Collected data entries
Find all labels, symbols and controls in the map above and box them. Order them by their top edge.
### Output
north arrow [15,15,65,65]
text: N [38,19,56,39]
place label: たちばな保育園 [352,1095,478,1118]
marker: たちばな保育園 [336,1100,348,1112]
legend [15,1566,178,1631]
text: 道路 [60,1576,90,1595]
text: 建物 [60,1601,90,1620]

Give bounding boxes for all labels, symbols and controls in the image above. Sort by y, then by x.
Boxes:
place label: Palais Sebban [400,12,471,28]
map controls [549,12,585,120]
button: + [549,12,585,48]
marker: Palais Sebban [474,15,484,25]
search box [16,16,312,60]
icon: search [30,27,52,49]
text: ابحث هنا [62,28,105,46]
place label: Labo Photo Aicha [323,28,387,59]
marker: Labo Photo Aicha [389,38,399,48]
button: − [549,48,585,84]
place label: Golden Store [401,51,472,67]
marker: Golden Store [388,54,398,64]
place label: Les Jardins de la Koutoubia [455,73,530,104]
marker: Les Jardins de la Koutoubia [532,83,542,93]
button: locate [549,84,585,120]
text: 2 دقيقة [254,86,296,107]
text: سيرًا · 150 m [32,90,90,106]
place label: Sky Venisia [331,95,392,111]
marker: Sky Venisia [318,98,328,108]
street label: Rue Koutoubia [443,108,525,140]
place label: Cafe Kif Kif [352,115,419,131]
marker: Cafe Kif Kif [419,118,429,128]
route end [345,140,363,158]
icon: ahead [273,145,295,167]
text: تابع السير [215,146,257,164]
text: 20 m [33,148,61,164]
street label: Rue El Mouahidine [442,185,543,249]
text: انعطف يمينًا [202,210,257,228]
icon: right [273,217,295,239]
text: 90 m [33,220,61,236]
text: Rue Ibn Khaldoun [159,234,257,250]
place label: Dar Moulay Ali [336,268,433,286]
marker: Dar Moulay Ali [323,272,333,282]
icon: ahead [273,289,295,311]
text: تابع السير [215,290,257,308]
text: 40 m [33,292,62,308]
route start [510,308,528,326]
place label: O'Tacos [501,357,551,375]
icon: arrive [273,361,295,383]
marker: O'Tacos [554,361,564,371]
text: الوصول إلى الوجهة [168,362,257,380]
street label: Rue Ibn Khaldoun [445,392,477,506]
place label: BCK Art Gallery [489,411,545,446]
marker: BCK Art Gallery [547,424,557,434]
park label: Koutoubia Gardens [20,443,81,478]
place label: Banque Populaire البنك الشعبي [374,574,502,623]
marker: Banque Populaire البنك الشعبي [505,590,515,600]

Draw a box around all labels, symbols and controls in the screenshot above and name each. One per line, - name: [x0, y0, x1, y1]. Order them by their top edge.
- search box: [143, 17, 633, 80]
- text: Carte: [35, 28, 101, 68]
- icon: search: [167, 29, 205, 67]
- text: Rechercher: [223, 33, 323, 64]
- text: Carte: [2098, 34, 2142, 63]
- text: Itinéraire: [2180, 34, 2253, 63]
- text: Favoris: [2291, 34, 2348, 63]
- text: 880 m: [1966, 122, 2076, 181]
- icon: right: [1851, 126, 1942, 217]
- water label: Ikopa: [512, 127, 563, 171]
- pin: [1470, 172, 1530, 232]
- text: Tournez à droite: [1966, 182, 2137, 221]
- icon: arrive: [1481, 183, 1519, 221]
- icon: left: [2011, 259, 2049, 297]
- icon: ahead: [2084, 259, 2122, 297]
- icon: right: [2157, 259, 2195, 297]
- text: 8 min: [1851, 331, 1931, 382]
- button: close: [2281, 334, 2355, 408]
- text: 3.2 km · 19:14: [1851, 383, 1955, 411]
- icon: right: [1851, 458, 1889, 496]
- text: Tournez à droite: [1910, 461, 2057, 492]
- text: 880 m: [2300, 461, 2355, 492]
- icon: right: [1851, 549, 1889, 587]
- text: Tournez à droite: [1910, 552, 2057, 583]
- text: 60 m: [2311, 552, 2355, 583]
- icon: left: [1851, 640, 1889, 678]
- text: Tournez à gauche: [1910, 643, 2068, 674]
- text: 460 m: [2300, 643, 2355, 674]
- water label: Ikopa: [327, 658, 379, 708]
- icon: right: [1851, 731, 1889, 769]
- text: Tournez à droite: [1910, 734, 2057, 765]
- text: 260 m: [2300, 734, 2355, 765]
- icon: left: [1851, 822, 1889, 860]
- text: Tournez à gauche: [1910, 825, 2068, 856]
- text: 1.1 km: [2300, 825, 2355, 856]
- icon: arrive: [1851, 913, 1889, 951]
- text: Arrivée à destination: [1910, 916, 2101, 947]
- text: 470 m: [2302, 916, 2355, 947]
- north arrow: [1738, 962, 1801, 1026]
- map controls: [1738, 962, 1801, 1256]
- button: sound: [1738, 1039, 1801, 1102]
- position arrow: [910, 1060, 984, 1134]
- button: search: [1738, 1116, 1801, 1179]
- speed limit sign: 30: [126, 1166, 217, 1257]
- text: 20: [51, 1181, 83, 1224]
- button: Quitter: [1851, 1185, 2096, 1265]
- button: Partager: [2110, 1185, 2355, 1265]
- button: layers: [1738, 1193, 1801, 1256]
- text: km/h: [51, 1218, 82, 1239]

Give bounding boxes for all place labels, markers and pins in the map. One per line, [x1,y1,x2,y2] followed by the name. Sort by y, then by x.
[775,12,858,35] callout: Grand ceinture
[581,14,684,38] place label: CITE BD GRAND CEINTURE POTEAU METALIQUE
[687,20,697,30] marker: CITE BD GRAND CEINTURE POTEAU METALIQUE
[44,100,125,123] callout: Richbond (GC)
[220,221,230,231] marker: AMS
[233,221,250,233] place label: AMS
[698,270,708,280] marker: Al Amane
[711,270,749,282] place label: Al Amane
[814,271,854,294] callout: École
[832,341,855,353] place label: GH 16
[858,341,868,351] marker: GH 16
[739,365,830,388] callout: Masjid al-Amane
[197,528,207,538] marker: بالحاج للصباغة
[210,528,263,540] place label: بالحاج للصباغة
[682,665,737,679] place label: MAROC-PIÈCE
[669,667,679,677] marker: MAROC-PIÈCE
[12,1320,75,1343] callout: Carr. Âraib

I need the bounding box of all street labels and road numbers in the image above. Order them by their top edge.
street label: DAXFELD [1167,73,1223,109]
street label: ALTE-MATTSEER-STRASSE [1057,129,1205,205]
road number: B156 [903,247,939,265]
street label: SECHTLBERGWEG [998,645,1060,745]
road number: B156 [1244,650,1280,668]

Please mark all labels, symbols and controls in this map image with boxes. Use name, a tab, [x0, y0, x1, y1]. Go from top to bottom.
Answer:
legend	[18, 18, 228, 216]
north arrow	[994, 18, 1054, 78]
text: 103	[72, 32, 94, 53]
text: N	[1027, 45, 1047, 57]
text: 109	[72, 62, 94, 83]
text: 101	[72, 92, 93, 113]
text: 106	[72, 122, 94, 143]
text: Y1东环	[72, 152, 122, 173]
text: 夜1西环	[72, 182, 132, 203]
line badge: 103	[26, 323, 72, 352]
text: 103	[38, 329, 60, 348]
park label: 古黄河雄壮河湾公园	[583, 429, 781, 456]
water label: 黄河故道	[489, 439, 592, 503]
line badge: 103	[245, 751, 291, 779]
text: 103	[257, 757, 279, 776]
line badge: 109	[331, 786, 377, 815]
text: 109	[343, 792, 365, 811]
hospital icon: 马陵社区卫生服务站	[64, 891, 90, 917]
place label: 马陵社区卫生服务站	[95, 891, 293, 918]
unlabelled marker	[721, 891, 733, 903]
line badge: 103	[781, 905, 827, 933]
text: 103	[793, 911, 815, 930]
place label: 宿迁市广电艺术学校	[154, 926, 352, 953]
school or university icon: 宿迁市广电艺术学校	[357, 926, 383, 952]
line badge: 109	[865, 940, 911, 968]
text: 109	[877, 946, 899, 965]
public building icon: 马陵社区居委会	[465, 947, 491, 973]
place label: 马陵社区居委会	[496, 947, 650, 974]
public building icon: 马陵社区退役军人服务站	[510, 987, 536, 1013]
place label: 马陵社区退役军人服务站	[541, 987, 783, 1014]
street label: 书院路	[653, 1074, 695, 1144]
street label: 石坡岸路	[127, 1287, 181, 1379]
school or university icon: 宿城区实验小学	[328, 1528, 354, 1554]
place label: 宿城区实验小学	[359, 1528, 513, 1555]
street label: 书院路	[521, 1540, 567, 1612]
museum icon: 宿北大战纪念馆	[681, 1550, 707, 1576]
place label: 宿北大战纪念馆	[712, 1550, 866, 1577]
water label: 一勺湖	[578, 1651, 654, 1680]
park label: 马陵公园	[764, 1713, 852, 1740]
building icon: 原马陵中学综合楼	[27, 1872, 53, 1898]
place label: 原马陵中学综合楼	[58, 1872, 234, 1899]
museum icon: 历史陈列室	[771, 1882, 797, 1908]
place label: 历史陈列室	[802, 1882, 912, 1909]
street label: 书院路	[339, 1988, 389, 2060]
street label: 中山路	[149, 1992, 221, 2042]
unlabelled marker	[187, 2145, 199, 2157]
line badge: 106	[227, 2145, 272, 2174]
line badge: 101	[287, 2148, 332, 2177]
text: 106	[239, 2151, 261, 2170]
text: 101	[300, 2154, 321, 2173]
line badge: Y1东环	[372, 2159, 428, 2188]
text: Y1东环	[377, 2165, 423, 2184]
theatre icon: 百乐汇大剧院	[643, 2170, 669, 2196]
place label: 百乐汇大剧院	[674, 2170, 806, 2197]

Your goal →
Could you please retype the lines from the start of the data through the line with "Give bounding boxes for all labels, symbols", both included, and nothing else?

Output of the task →
Find all labels, symbols and controls in the map above and box them. Order them by their top edge.
### Output
north arrow [15,15,65,65]
text: N [38,19,56,39]
place label: たちばな保育園 [352,1095,478,1118]
marker: たちばな保育園 [336,1100,348,1112]
legend [15,1566,178,1631]
text: 道路 [60,1576,90,1595]
text: 建物 [60,1601,90,1620]

Give bounding boxes for all labels, symbols and controls in the image above. Sort by y, then by x.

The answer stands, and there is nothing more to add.